Oraz strona na portalu fb, nazwana identycznie jak ta którą na prowadzę:

Fanpage stworzony w celu naśmiewania się ze mnie:






To tylko niewielka część tego co mnie spotkało w ostatnim czasie.  Nie mam nic do stracenia. Spadłam na dno i zamierzam mocno się od niego odbić.Zamierzam pokonać swoja słabość. Wiem, że nie będzie łatwo.....dlatego też tworzę ten blog. W chwilach słabości ma mi przypominać to co przeszłam....jak wiadro zimnej wody sprawić, że wstanę i pobiegnę dalej. Blog ten ma być moja motywacją, spowiednikiem......może stanie sie dla kogoś inspiracją.....czas pokaże.

Ja zaczynam swoją walkę :) 

Przyda się dopinkg

Ktoś wspomoże?


;-)

Rit

19 komentarze:

Anonimowy pisze...

Trzymam kciuki.
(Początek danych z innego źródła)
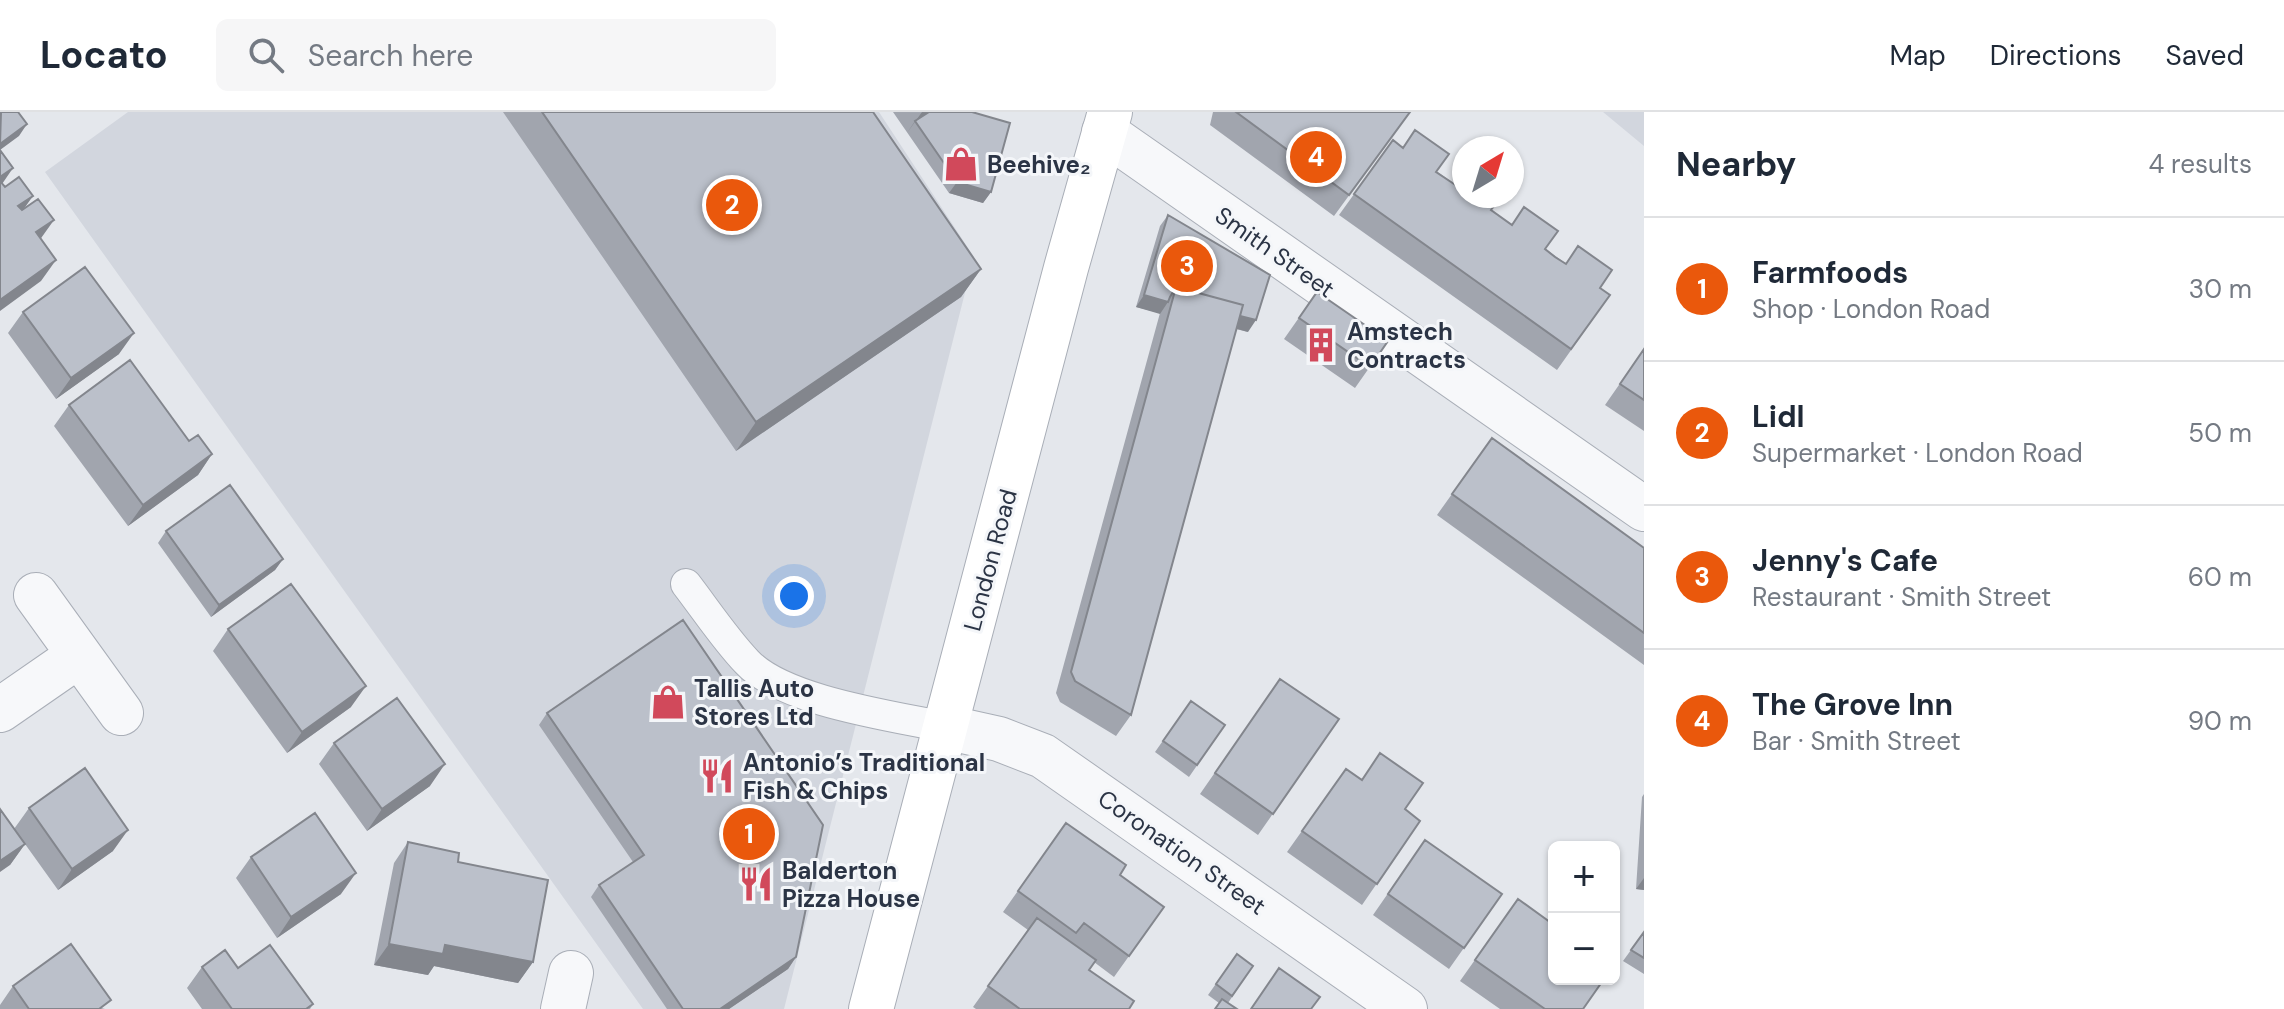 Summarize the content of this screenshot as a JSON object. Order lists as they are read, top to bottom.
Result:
{
  "streets": {
    "main road": ["London Road"],
    "street": ["Smith Street", "Coronation Street"]
  },
  "crossings": [
    ["Smith Street", "London Road"],
    ["London Road", "Coronation Street"]
  ],
  "places": {
    "shop": ["Beehive₂", "Tallis Auto Stores Ltd"],
    "building": ["Amstech Contracts"],
    "restaurant": ["Antonio’s Traditional Fish & Chips", "Balderton Pizza House"]
  },
  "north": "top right",
  "page": {
    "header": "Locato",
    "search": "Search here",
    "nav": ["Map", "Directions", "Saved"],
    "heading": ["Nearby", "4 results"],
    "pins": [
      "4",
      "2",
      "3",
      "1"
    ],
    "list": [
      {
        "mark": "1",
        "name": "Farmfoods",
        "note": "Shop · London Road",
        "value": "30 m"
      },
      {
        "mark": "2",
        "name": "Lidl",
        "note": "Supermarket · London Road",
        "value": "50 m"
      },
      {
        "mark": "3",
        "name": "Jenny's Cafe",
        "note": "Restaurant · Smith Street",
        "value": "60 m"
      },
      {
        "mark": "4",
        "name": "The Grove Inn",
        "note": "Bar · Smith Street",
        "value": "90 m"
      }
    ],
    "map_buttons": ["+", "−"]
  }
}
Olej wszystko i powodzenia :*

Anonimowy pisze...

ludzie to kurwy..przepraszam ,za kolokwializm ,ale nie mam słow,czy nie możesz tej osoby posadzic o znieslawienie,streczycielstwo i tym podobne sprawy...ja bym nie pusciła tego płazem...a za Ciebie trzymam kciuki i pamiętaj,że nic na siłę masz to robić dla SIEBIE!!!! A NIE DLA KOGOS! NAJLEPIEJ DLA ZDROWOTNOŚCI WŁASNEJ :) GOOD LUCK!

Anonimowy pisze...

Ludzie sprawili Tobie przykrość. Jest mi ich żal, bo na głupotę i nie ma lekarstwa, Głowa do góry i do przodu. Trochę pracy i samozaparcia i uda się. Powodzenia.

Unknown pisze...

:) Przede wszystkim dla siebie. A ta sytuacja dała mi tylko więcej siły i kopa do działania.
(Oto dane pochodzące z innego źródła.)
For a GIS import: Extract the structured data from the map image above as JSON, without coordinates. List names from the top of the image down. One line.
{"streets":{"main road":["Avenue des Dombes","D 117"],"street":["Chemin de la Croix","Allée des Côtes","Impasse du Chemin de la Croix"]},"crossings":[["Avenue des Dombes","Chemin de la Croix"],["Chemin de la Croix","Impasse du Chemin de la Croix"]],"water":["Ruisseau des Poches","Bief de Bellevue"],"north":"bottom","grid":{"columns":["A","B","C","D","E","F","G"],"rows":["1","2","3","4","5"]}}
p.s. Sprawa juz w prokuraturze - doszły groźby karalne, zniesławienie......i kilka innych.....ale nie o tym tu chciałam ;-)

Unknown pisze...

trzymam kciuki ja też wystartowałam teraz z Gacą :)

Anonimowy pisze...

Karolina trzymam kciuki. Twój blog dodaje do ulubionych i jestem tu regularnie :)
Tez gacuję od 9 lutego. Pozdrawiam i powodzenia

Anonimowy pisze...

Mocno trzymam kciuki! Będę tu zaglądać, bo fajnie opisujesz to co i sama przeżywam, będę wspierać i komentować. Ja "gacuję" od 4 miesięcy i nie pamiętam kiedy ostatnio byłam taka szczęśliwa. Głupie komentarze zawsze po mnie spływały, ale nie mogę nie czuć satysfakcji jak widzę miny tych, którzy mnie wyśmiewali, na widok moich, już widocznych, zmian. Wyobraź sobie miny tych, którzy tak traktują Ciebie. Powodzenia i pozdrawiam :)

Unknown pisze...

:D i jak efekty???? Pochwalcie się! :) Ja chodzę w skowronkach! Moze glupio do zabrzmi, bo nie schudlam pewnie jeszcze nic....ale czuje sie taka fit! ;-D

Anonimowy pisze...

Pozdrawiam i kibicuję :)
Masz super blog :) i napewno będę czytać, ja też gacuje... :)
Trzymaj się cieplutko :)

Charlotta pisze...

Baaaardzo mocno kibicuję! Nie sądziłam, że ludzie mogą być aż tak podli :( Ale dziewczyno jesteś twarda! Chyba bym zgłosiła na policję stalkig ;) Forma zemsty jest cudowna, na pewno Ci się uda i utrzesz nosa wszystkim niedowiarkom. Bardzo serdecznie Cię pozdrawiam :) i trzymam kciuki :) Gacowałam, wiem jak to jest być szczupłą cudowne uczucie :) :) Teraz z okazji drugiej ciąży mały zastój, ale wkrótce wracam :)

Kora pisze...

Ludzie są okrutni! Ale może dzięki temu upieramy się, by coś zrobić z naszą otyłością? Czy to źle, że mówimy sobie, że jeszcze im pokażemy? Niby powinnyśmy chudnąć dla siebie, dla zdrowia, samopoczucia... Ale zagranie na nosie "hejterom" też jest dobrym powodem!

Trzymam kciuki.
W wolnej chwili zapraszam do mnie, też zaczęłam walkę ze sobą i kilogramami.
http://byle-do-emki.blogspot.com/ https://www.facebook.com/byledoemki

Miłego dnia!

Anonimowy pisze...

Zajebista grafika bloga. :D
Trzymamy kciuki!!!

Basieńka pisze...

trzymam mocno kciuki, też niedawno zaczęłam walkę o nowe, lepsze JA. Trzeba pokazać co poniektórym gdzie raki zimują. Niech moc będzie z Tobą!!!!!

Ozzi pisze...

Po przeczytaniu artykułu w newsweeku muszę Ci napisać, że jestem z Tobą i życzę powodzenia w dalszej drodze !

Anonimowy pisze...

Trzymam kciuki!

Anonimowy pisze...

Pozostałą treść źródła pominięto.